In February 2013, the White House Office of Science and Technology Policy (OSTP) issued guidelines on increasing access to the data and results of federally funded research. Assistant to the President for Science and Technology and Director of OSTP John Holdren instructed federal agencies to ensure “public access” to federally funded research outputs by requiring federal grantees to make their research papers available for free within 12 months of initial publication. Additionally, to ensure the broader aim of “open science,” OSTP directed agencies to require their grantees to develop plans for sharing their research data in a timely manner, and in a reusable format.
As a major step in implementing this guidance, the National Science Foundation (NSF) should develop an Annual Research Data Census to provide public, searchable information on the data, its characteristics, and its stewardship environments. This could be accomplished through a survey adding a small number of additional questions to grantees’ annual reporting requirements. Since the NSF already requires its grantees to report annually on their work through the FastLane system on research.gov, adding these survey questions will not substantially increase reporting burden.
The survey can cover the amount and type of data generated; associated publications; basic metadata; whether the data is open, or will be made open; where the data is hosted and who can access it; and other factors. The Census would hold researchers accountable for sharing their data as much as possible while protecting privacy.
The Annual Research Data Census would allow the tracking of data sharing requirements and serve as a valuable resource to the scientific community. The Census would enable researchers and interested members of the public to search for data collections that may be difficult to find. Scientists would use the Census to identify others who have been collecting data through similar studies, to access the data if it is available, and to contact the investigator to request access to the data if necessary.
The Data Census would also inform the strategic development of data infrastructure needed to ensure that data is discoverable, accessible, usable, and sustainable for current and future innovation. Just as the Population Census informs the development of roads, bridges, hospitals and other elements of “societal infrastructure” that benefit the public, a Data Census will help identify the infrastructure needed to ensure that data can be fully used for future innovation and to advance work by the research community.

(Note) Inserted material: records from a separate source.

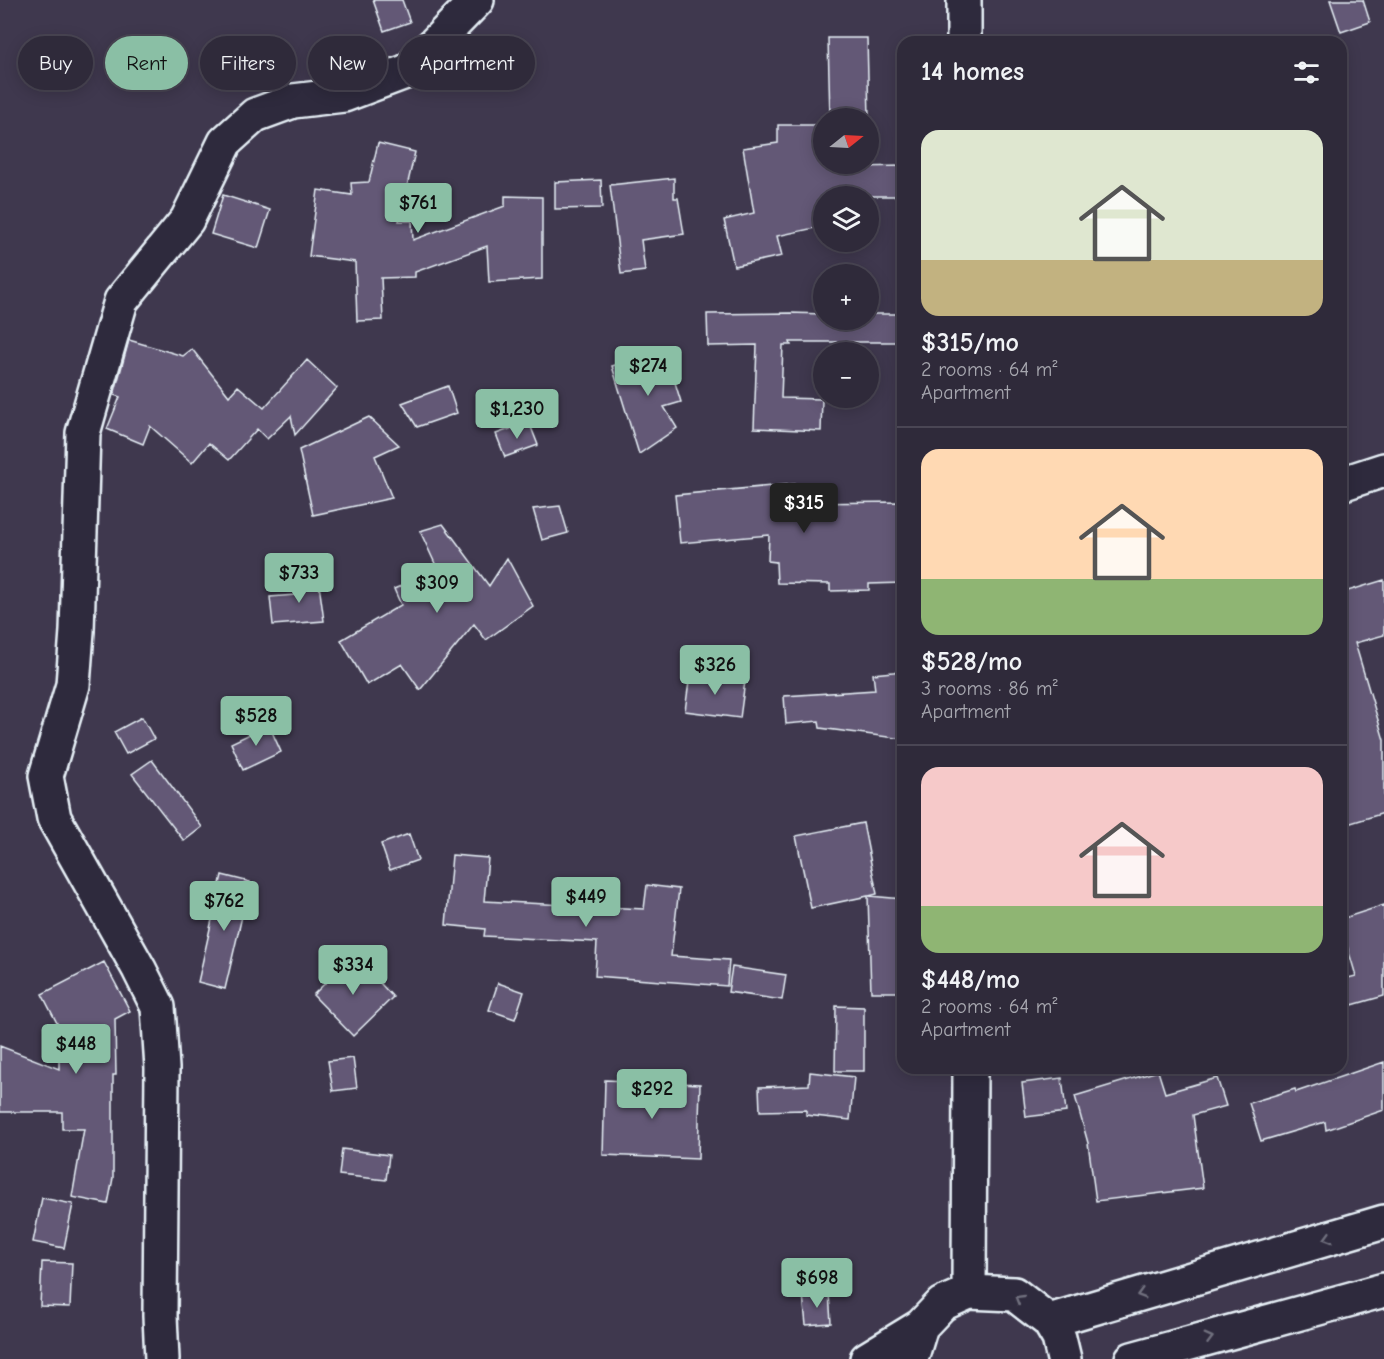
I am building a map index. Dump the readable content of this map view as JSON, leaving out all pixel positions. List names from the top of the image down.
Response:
{
  "north": "right",
  "page": {
    "chip": [
      "Buy",
      "Rent",
      "Filters",
      "New",
      "Apartment"
    ],
    "heading": "14 homes",
    "map_buttons": ["+", "−"],
    "list": [
      {
        "name": "$315/mo",
        "note": "2 rooms · 64 m² · Apartment"
      },
      {
        "name": "$528/mo",
        "note": "3 rooms · 86 m² · Apartment"
      },
      {
        "name": "$448/mo",
        "note": "2 rooms · 64 m² · Apartment"
      }
    ],
    "price": [
      "$761",
      "$274",
      "$1,230",
      "$315",
      "$733",
      "$309",
      "$326",
      "$528",
      "$449",
      "$762",
      "$334",
      "$448",
      "$292",
      "$698"
    ]
  }
}
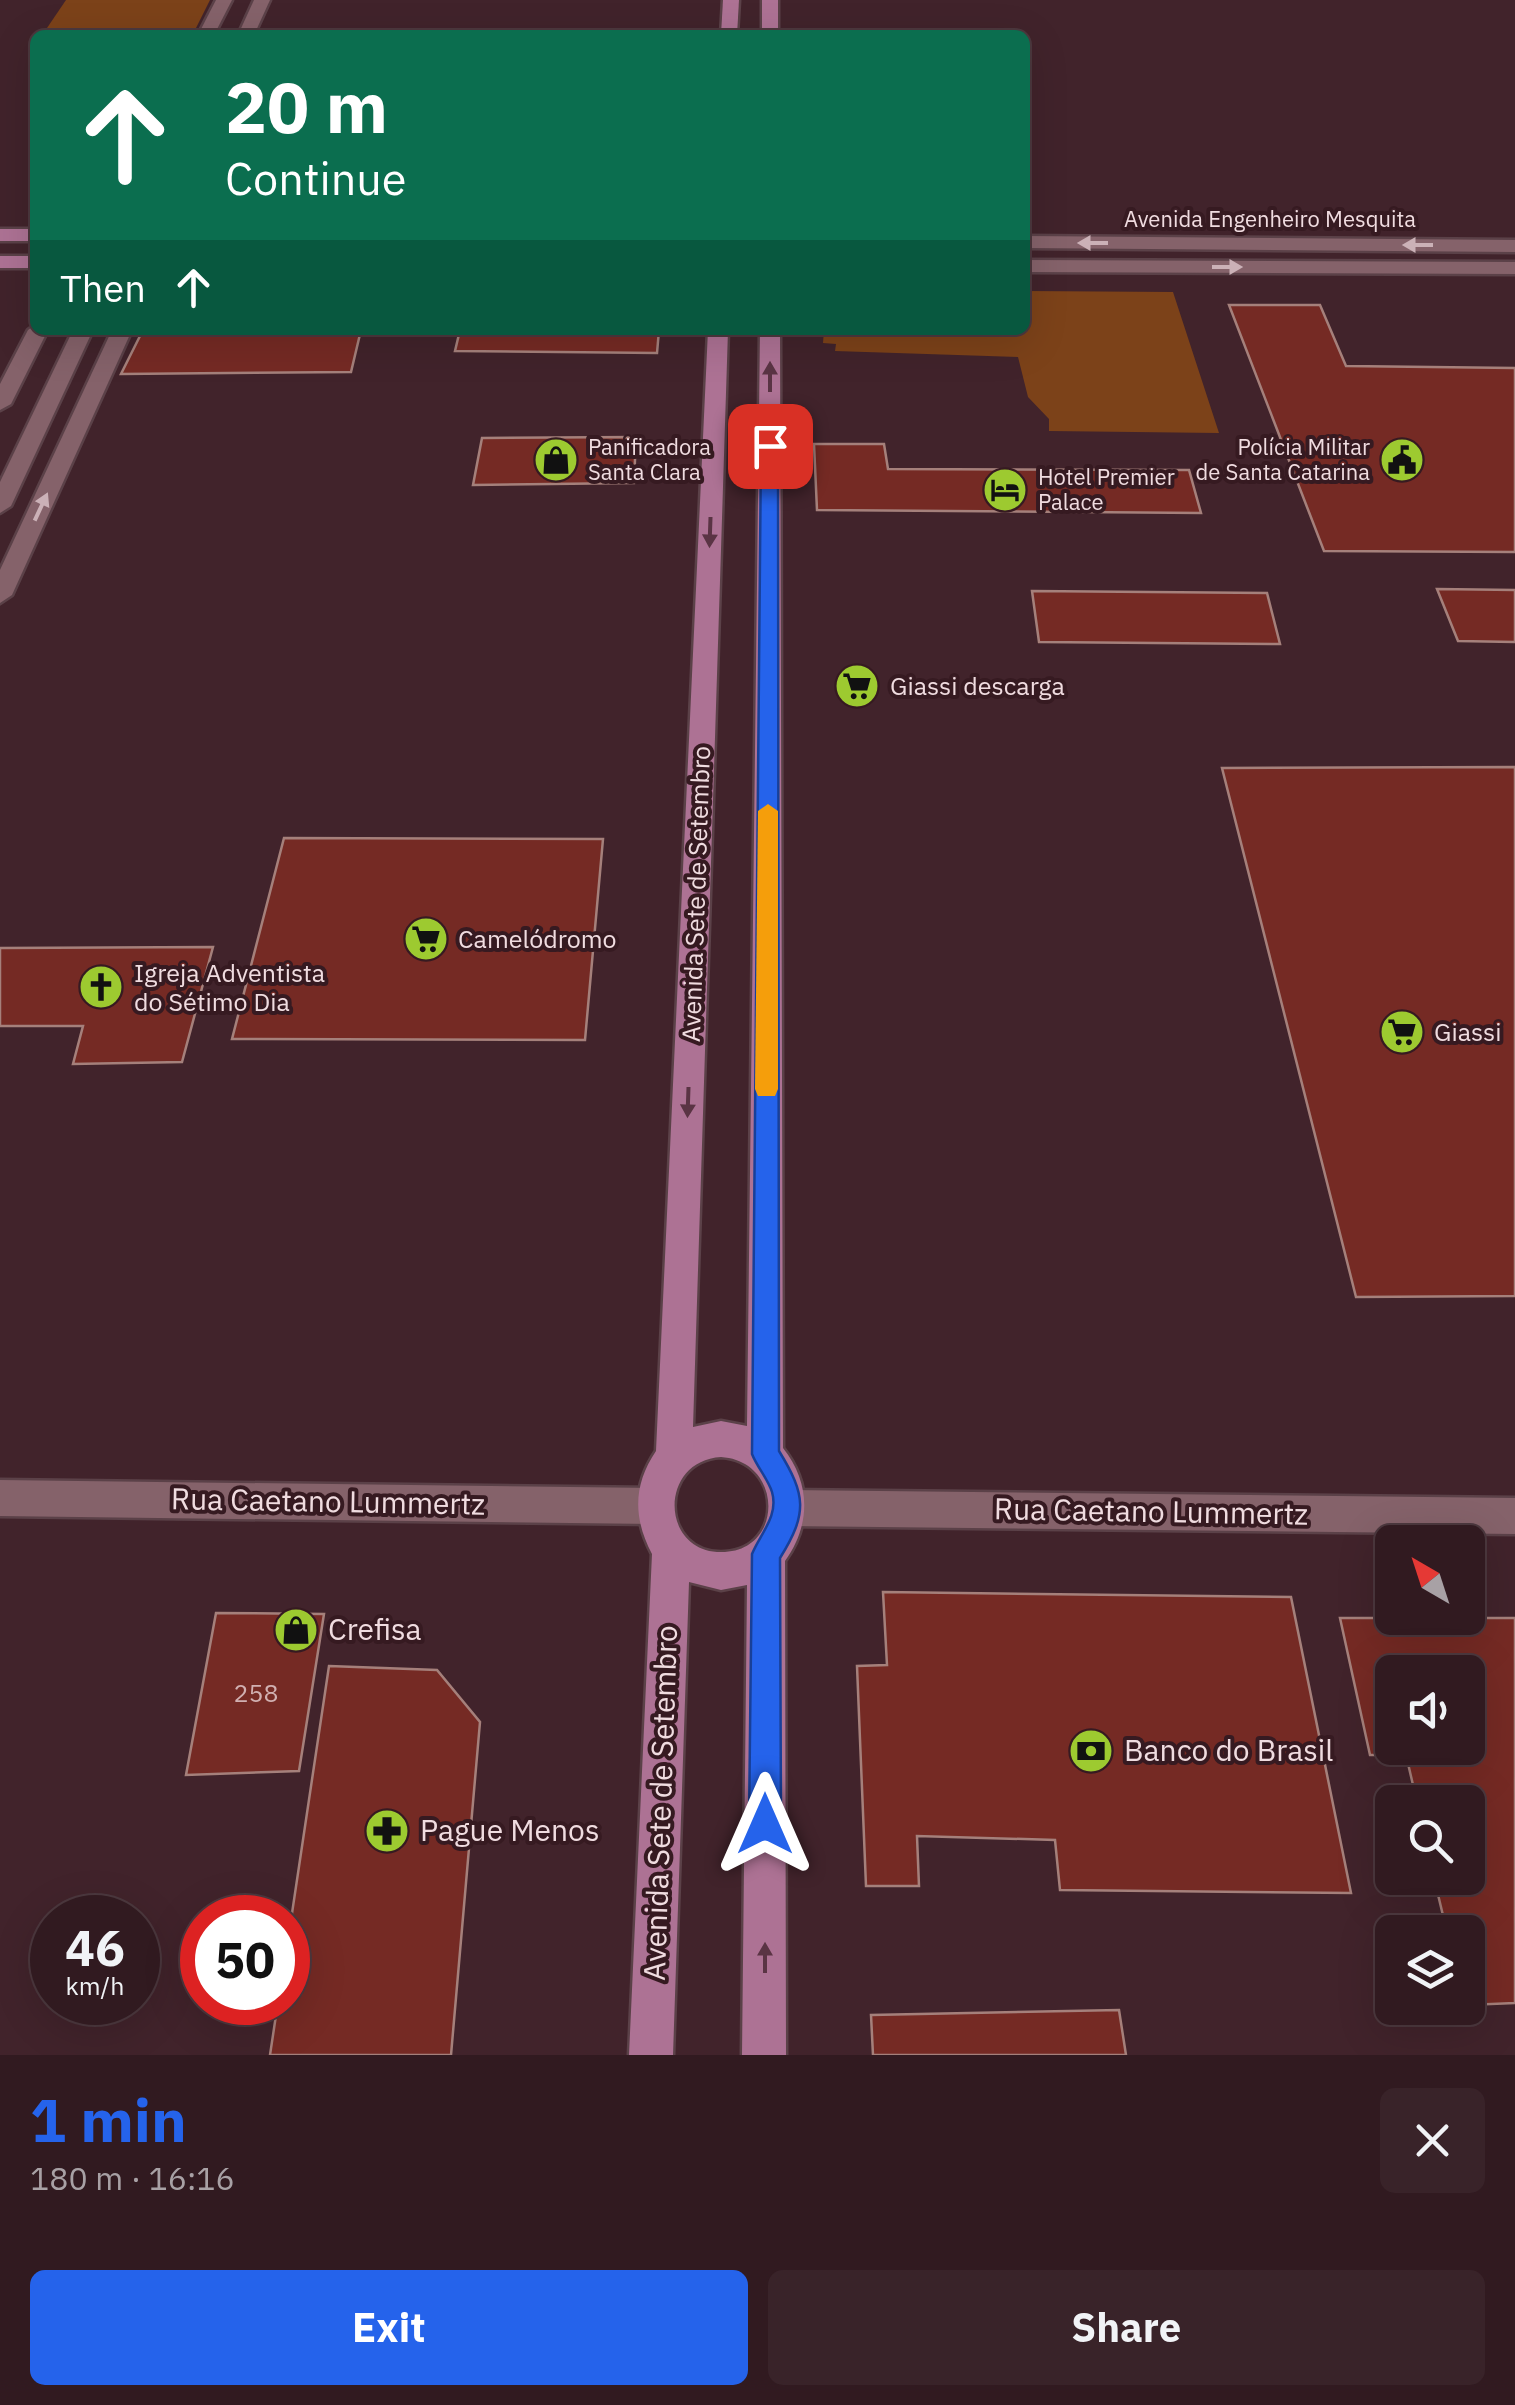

Finally, the Annual Research Data Census would make it possible to follow research trends over time with more insight and information. This information would be especially useful to NSF and other grant makers in helping them prioritize funding areas and look for possible gaps or synergies between different investigators and their lines of work. Census analyses could help show what public repositories and standards researchers use to house and manage their data, and areas that need improvement to make sharing of research data easier.
If the NSF Annual Research Data Census is demonstrated to be effective in enabling secondary research or other follow-on research using existing research data, OSTP should mandate that all other science agencies incorporate a similar census into their reviews of grantees. The government should maintain all data census information in a centralized location.